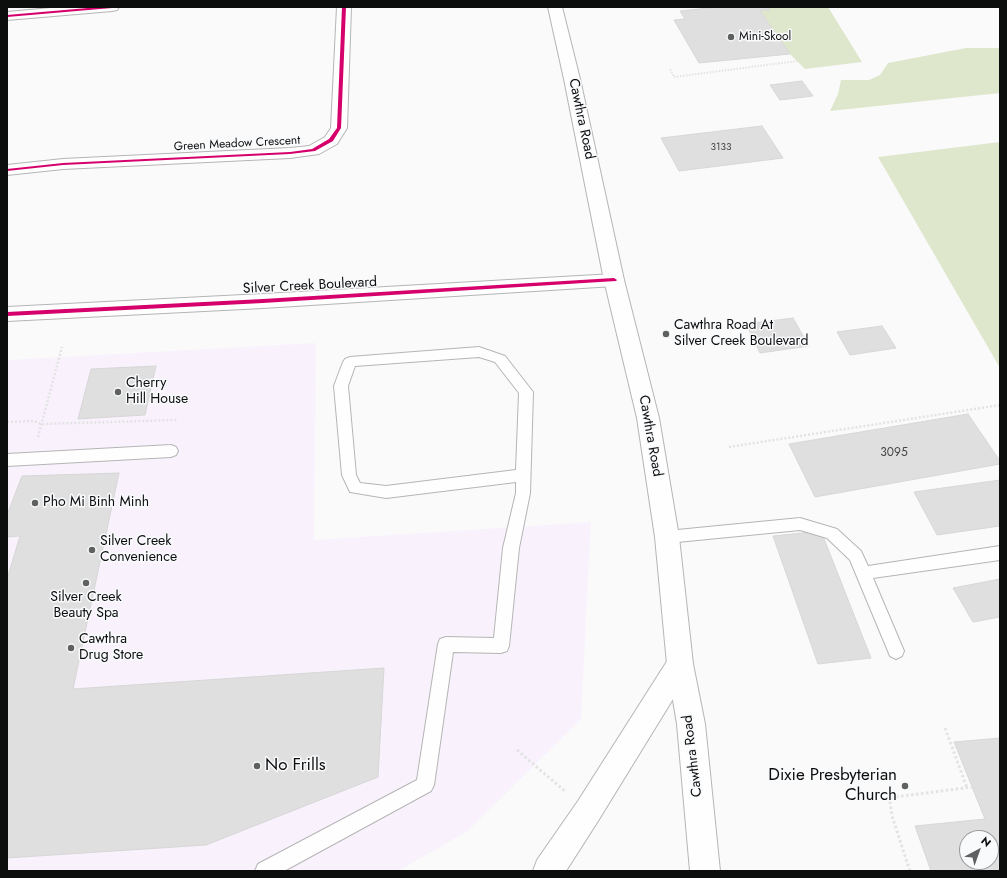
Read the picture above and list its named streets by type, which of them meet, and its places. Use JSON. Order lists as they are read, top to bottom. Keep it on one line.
{"streets":{"street":["Cawthra Road","Green Meadow Crescent","Silver Creek Boulevard"]},"crossings":[["Cawthra Road","Silver Creek Boulevard"]],"places":["Mini-Skool","Cawthra Road At Silver Creek Boulevard","Cherry Hill House","Pho Mi Binh Minh","Silver Creek Convenience","Silver Creek Beauty Spa","Cawthra Drug Store","No Frills","Dixie Presbyterian Church"],"house_numbers":["3133","3095"],"north":"top right"}
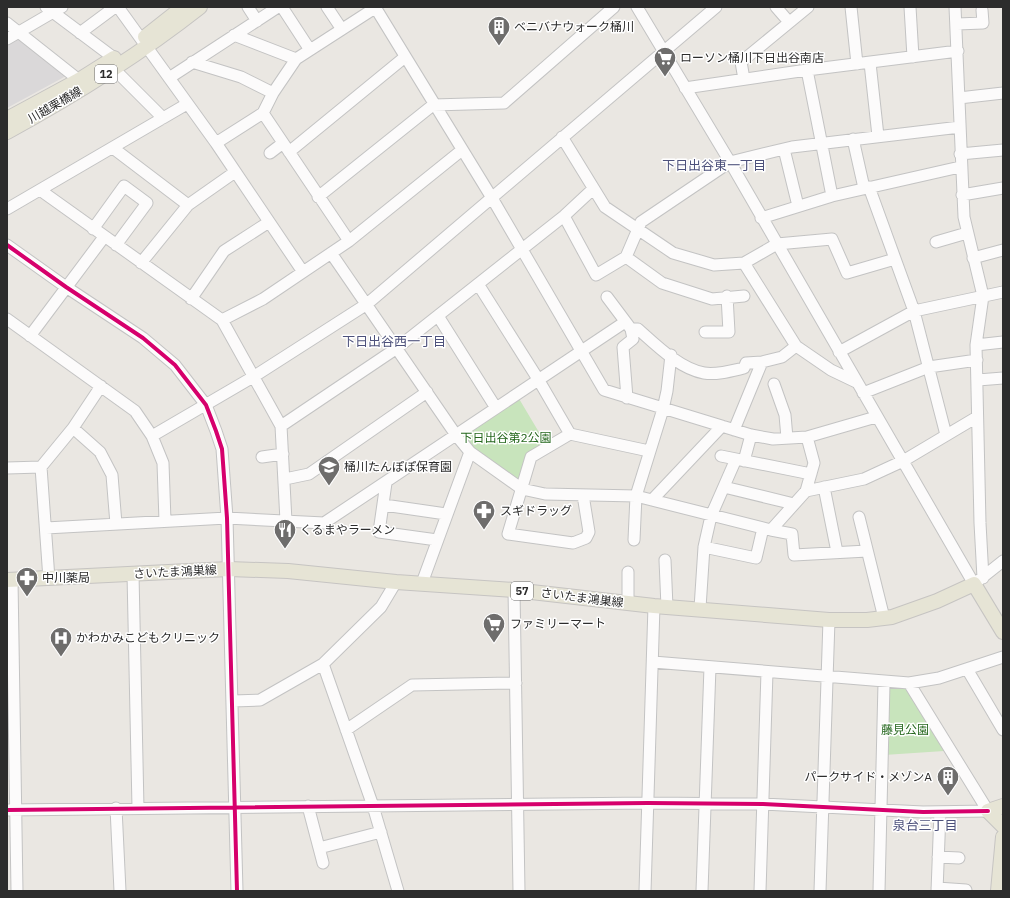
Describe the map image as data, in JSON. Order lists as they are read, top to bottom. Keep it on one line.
{"streets":{"main road":["12","川越栗橋線","さいたま鴻巣線","57"]},"districts":["下日出谷東一丁目","下日出谷西一丁目","泉台三丁目"],"parks":["下日出谷第2公園","藤見公園"],"places":{"building":["ベニバナウォーク桶川","パークサイド・メゾンA"],"supermarket":["ローソン桶川下日出谷南店","ファミリーマート"],"school or university":["桶川たんぽぽ保育園"],"pharmacy":["スギドラッグ","中川薬局"],"restaurant":["くるまやラーメン"],"hospital":["かわかみこどもクリニック"]}}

- - -

# ASSIGNMENT:
Please repeat the listing precisely, excluding the pictures it contains.

# WRITTEN RESPONSE:
Read the picture above and list its named streets by type, which of them meet, and its places. Use JSON. Order lists as they are read, top to bottom. Keep it on one line.
{"streets":{"street":["Cawthra Road","Green Meadow Crescent","Silver Creek Boulevard"]},"crossings":[["Cawthra Road","Silver Creek Boulevard"]],"places":["Mini-Skool","Cawthra Road At Silver Creek Boulevard","Cherry Hill House","Pho Mi Binh Minh","Silver Creek Convenience","Silver Creek Beauty Spa","Cawthra Drug Store","No Frills","Dixie Presbyterian Church"],"house_numbers":["3133","3095"],"north":"top right"}
Describe the map image as data, in JSON. Order lists as they are read, top to bottom. Keep it on one line.
{"streets":{"main road":["12","川越栗橋線","さいたま鴻巣線","57"]},"districts":["下日出谷東一丁目","下日出谷西一丁目","泉台三丁目"],"parks":["下日出谷第2公園","藤見公園"],"places":{"building":["ベニバナウォーク桶川","パークサイド・メゾンA"],"supermarket":["ローソン桶川下日出谷南店","ファミリーマート"],"school or university":["桶川たんぽぽ保育園"],"pharmacy":["スギドラッグ","中川薬局"],"restaurant":["くるまやラーメン"],"hospital":["かわかみこどもクリニック"]}}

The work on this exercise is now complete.